Extracted records
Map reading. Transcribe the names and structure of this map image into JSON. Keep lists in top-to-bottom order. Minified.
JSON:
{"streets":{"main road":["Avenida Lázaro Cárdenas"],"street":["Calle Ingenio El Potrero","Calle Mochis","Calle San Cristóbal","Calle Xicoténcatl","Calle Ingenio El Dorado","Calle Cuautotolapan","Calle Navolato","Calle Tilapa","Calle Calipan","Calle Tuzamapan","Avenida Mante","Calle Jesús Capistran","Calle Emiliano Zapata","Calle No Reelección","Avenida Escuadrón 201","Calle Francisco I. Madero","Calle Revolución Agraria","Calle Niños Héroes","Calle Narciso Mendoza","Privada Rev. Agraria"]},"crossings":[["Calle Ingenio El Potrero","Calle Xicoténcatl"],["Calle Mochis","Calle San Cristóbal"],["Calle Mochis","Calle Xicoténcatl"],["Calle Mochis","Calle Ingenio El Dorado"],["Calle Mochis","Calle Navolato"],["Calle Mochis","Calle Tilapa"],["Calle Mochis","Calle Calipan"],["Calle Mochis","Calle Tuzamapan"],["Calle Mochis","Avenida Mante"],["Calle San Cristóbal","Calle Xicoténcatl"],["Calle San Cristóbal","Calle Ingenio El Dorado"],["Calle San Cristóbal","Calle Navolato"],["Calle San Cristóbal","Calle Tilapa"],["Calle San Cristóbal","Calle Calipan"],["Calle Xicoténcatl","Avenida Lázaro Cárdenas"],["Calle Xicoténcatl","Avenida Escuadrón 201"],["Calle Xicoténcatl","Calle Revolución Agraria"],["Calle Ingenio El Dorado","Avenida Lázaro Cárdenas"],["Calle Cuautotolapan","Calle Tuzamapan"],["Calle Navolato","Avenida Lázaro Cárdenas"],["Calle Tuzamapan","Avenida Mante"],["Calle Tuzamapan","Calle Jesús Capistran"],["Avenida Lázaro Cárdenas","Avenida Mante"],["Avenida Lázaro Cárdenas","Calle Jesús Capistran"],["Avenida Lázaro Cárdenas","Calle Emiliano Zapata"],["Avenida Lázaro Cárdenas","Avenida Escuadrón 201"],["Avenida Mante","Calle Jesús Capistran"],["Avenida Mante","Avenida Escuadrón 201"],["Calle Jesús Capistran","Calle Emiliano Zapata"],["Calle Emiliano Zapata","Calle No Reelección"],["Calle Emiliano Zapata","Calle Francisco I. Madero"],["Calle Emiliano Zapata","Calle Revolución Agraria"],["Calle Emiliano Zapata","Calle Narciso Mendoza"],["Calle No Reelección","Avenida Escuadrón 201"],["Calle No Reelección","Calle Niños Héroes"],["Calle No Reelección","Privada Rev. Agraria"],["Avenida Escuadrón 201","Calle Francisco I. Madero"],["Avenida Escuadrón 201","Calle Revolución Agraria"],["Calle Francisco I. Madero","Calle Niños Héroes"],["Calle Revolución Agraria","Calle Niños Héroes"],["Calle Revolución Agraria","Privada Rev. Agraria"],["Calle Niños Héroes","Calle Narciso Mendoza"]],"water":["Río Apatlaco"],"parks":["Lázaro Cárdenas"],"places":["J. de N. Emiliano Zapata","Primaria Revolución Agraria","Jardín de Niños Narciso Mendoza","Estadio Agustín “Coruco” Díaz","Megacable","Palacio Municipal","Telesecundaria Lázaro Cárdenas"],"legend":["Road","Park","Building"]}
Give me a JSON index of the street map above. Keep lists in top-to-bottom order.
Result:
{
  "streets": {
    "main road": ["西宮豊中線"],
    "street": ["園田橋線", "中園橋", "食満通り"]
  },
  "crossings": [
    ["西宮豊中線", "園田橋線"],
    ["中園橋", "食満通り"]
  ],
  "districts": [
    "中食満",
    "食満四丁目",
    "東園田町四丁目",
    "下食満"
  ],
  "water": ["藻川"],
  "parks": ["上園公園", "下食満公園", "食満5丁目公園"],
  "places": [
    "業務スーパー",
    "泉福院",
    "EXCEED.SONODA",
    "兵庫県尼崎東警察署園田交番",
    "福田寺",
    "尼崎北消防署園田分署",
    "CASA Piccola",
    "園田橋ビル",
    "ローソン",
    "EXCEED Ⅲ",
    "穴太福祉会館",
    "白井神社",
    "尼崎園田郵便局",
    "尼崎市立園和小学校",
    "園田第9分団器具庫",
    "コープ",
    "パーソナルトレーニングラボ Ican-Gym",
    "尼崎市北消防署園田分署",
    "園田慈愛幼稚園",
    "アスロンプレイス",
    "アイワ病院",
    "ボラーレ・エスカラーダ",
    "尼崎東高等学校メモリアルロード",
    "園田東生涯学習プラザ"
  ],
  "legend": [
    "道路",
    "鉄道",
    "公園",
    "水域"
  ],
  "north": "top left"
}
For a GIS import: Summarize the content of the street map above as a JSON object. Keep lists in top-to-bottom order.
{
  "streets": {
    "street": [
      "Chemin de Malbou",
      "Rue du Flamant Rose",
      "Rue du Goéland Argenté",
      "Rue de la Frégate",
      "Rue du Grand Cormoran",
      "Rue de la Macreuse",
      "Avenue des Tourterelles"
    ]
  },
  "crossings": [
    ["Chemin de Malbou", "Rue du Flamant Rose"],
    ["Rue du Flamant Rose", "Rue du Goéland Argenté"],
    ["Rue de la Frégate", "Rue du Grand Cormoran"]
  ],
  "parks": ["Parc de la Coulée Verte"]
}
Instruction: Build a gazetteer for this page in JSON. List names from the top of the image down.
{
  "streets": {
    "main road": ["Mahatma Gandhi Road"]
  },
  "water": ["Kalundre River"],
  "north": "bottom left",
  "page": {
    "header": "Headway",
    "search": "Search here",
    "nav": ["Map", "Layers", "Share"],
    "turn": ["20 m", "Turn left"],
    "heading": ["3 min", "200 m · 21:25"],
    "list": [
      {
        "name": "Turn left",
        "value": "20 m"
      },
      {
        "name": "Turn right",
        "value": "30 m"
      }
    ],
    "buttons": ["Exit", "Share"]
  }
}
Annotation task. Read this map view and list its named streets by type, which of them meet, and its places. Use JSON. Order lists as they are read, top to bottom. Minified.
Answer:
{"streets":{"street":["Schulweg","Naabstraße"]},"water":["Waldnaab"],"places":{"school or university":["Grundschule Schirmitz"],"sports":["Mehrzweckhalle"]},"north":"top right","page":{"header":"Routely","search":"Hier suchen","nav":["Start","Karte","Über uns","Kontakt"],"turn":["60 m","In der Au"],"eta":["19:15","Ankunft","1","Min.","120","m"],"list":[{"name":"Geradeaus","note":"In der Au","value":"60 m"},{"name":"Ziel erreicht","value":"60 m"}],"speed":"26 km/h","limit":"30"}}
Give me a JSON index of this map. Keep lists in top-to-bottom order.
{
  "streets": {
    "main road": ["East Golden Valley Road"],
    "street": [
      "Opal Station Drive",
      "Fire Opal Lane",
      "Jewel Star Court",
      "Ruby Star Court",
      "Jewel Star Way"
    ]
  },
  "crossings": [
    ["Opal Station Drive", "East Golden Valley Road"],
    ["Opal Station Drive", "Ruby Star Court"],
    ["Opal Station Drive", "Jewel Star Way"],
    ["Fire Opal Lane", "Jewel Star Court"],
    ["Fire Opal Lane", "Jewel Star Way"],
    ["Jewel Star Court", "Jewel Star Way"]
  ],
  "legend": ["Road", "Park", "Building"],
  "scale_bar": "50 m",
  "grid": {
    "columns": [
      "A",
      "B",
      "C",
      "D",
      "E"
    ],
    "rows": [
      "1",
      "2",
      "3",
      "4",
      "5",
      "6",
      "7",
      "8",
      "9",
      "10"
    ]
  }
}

What to do
Write out each entry again, word for word.

Output of the task
Map reading. Transcribe the names and structure of this map image into JSON. Keep lists in top-to-bottom order. Minified.
JSON:
{"streets":{"main road":["Avenida Lázaro Cárdenas"],"street":["Calle Ingenio El Potrero","Calle Mochis","Calle San Cristóbal","Calle Xicoténcatl","Calle Ingenio El Dorado","Calle Cuautotolapan","Calle Navolato","Calle Tilapa","Calle Calipan","Calle Tuzamapan","Avenida Mante","Calle Jesús Capistran","Calle Emiliano Zapata","Calle No Reelección","Avenida Escuadrón 201","Calle Francisco I. Madero","Calle Revolución Agraria","Calle Niños Héroes","Calle Narciso Mendoza","Privada Rev. Agraria"]},"crossings":[["Calle Ingenio El Potrero","Calle Xicoténcatl"],["Calle Mochis","Calle San Cristóbal"],["Calle Mochis","Calle Xicoténcatl"],["Calle Mochis","Calle Ingenio El Dorado"],["Calle Mochis","Calle Navolato"],["Calle Mochis","Calle Tilapa"],["Calle Mochis","Calle Calipan"],["Calle Mochis","Calle Tuzamapan"],["Calle Mochis","Avenida Mante"],["Calle San Cristóbal","Calle Xicoténcatl"],["Calle San Cristóbal","Calle Ingenio El Dorado"],["Calle San Cristóbal","Calle Navolato"],["Calle San Cristóbal","Calle Tilapa"],["Calle San Cristóbal","Calle Calipan"],["Calle Xicoténcatl","Avenida Lázaro Cárdenas"],["Calle Xicoténcatl","Avenida Escuadrón 201"],["Calle Xicoténcatl","Calle Revolución Agraria"],["Calle Ingenio El Dorado","Avenida Lázaro Cárdenas"],["Calle Cuautotolapan","Calle Tuzamapan"],["Calle Navolato","Avenida Lázaro Cárdenas"],["Calle Tuzamapan","Avenida Mante"],["Calle Tuzamapan","Calle Jesús Capistran"],["Avenida Lázaro Cárdenas","Avenida Mante"],["Avenida Lázaro Cárdenas","Calle Jesús Capistran"],["Avenida Lázaro Cárdenas","Calle Emiliano Zapata"],["Avenida Lázaro Cárdenas","Avenida Escuadrón 201"],["Avenida Mante","Calle Jesús Capistran"],["Avenida Mante","Avenida Escuadrón 201"],["Calle Jesús Capistran","Calle Emiliano Zapata"],["Calle Emiliano Zapata","Calle No Reelección"],["Calle Emiliano Zapata","Calle Francisco I. Madero"],["Calle Emiliano Zapata","Calle Revolución Agraria"],["Calle Emiliano Zapata","Calle Narciso Mendoza"],["Calle No Reelección","Avenida Escuadrón 201"],["Calle No Reelección","Calle Niños Héroes"],["Calle No Reelección","Privada Rev. Agraria"],["Avenida Escuadrón 201","Calle Francisco I. Madero"],["Avenida Escuadrón 201","Calle Revolución Agraria"],["Calle Francisco I. Madero","Calle Niños Héroes"],["Calle Revolución Agraria","Calle Niños Héroes"],["Calle Revolución Agraria","Privada Rev. Agraria"],["Calle Niños Héroes","Calle Narciso Mendoza"]],"water":["Río Apatlaco"],"parks":["Lázaro Cárdenas"],"places":["J. de N. Emiliano Zapata","Primaria Revolución Agraria","Jardín de Niños Narciso Mendoza","Estadio Agustín “Coruco” Díaz","Megacable","Palacio Municipal","Telesecundaria Lázaro Cárdenas"],"legend":["Road","Park","Building"]}
Give me a JSON index of the street map above. Keep lists in top-to-bottom order.
Result:
{
  "streets": {
    "main road": ["西宮豊中線"],
    "street": ["園田橋線", "中園橋", "食満通り"]
  },
  "crossings": [
    ["西宮豊中線", "園田橋線"],
    ["中園橋", "食満通り"]
  ],
  "districts": [
    "中食満",
    "食満四丁目",
    "東園田町四丁目",
    "下食満"
  ],
  "water": ["藻川"],
  "parks": ["上園公園", "下食満公園", "食満5丁目公園"],
  "places": [
    "業務スーパー",
    "泉福院",
    "EXCEED.SONODA",
    "兵庫県尼崎東警察署園田交番",
    "福田寺",
    "尼崎北消防署園田分署",
    "CASA Piccola",
    "園田橋ビル",
    "ローソン",
    "EXCEED Ⅲ",
    "穴太福祉会館",
    "白井神社",
    "尼崎園田郵便局",
    "尼崎市立園和小学校",
    "園田第9分団器具庫",
    "コープ",
    "パーソナルトレーニングラボ Ican-Gym",
    "尼崎市北消防署園田分署",
    "園田慈愛幼稚園",
    "アスロンプレイス",
    "アイワ病院",
    "ボラーレ・エスカラーダ",
    "尼崎東高等学校メモリアルロード",
    "園田東生涯学習プラザ"
  ],
  "legend": [
    "道路",
    "鉄道",
    "公園",
    "水域"
  ],
  "north": "top left"
}
For a GIS import: Summarize the content of the street map above as a JSON object. Keep lists in top-to-bottom order.
{
  "streets": {
    "street": [
      "Chemin de Malbou",
      "Rue du Flamant Rose",
      "Rue du Goéland Argenté",
      "Rue de la Frégate",
      "Rue du Grand Cormoran",
      "Rue de la Macreuse",
      "Avenue des Tourterelles"
    ]
  },
  "crossings": [
    ["Chemin de Malbou", "Rue du Flamant Rose"],
    ["Rue du Flamant Rose", "Rue du Goéland Argenté"],
    ["Rue de la Frégate", "Rue du Grand Cormoran"]
  ],
  "parks": ["Parc de la Coulée Verte"]
}
Instruction: Build a gazetteer for this page in JSON. List names from the top of the image down.
{
  "streets": {
    "main road": ["Mahatma Gandhi Road"]
  },
  "water": ["Kalundre River"],
  "north": "bottom left",
  "page": {
    "header": "Headway",
    "search": "Search here",
    "nav": ["Map", "Layers", "Share"],
    "turn": ["20 m", "Turn left"],
    "heading": ["3 min", "200 m · 21:25"],
    "list": [
      {
        "name": "Turn left",
        "value": "20 m"
      },
      {
        "name": "Turn right",
        "value": "30 m"
      }
    ],
    "buttons": ["Exit", "Share"]
  }
}
Annotation task. Read this map view and list its named streets by type, which of them meet, and its places. Use JSON. Order lists as they are read, top to bottom. Minified.
Answer:
{"streets":{"street":["Schulweg","Naabstraße"]},"water":["Waldnaab"],"places":{"school or university":["Grundschule Schirmitz"],"sports":["Mehrzweckhalle"]},"north":"top right","page":{"header":"Routely","search":"Hier suchen","nav":["Start","Karte","Über uns","Kontakt"],"turn":["60 m","In der Au"],"eta":["19:15","Ankunft","1","Min.","120","m"],"list":[{"name":"Geradeaus","note":"In der Au","value":"60 m"},{"name":"Ziel erreicht","value":"60 m"}],"speed":"26 km/h","limit":"30"}}
Give me a JSON index of this map. Keep lists in top-to-bottom order.
{
  "streets": {
    "main road": ["East Golden Valley Road"],
    "street": [
      "Opal Station Drive",
      "Fire Opal Lane",
      "Jewel Star Court",
      "Ruby Star Court",
      "Jewel Star Way"
    ]
  },
  "crossings": [
    ["Opal Station Drive", "East Golden Valley Road"],
    ["Opal Station Drive", "Ruby Star Court"],
    ["Opal Station Drive", "Jewel Star Way"],
    ["Fire Opal Lane", "Jewel Star Court"],
    ["Fire Opal Lane", "Jewel Star Way"],
    ["Jewel Star Court", "Jewel Star Way"]
  ],
  "legend": ["Road", "Park", "Building"],
  "scale_bar": "50 m",
  "grid": {
    "columns": [
      "A",
      "B",
      "C",
      "D",
      "E"
    ],
    "rows": [
      "1",
      "2",
      "3",
      "4",
      "5",
      "6",
      "7",
      "8",
      "9",
      "10"
    ]
  }
}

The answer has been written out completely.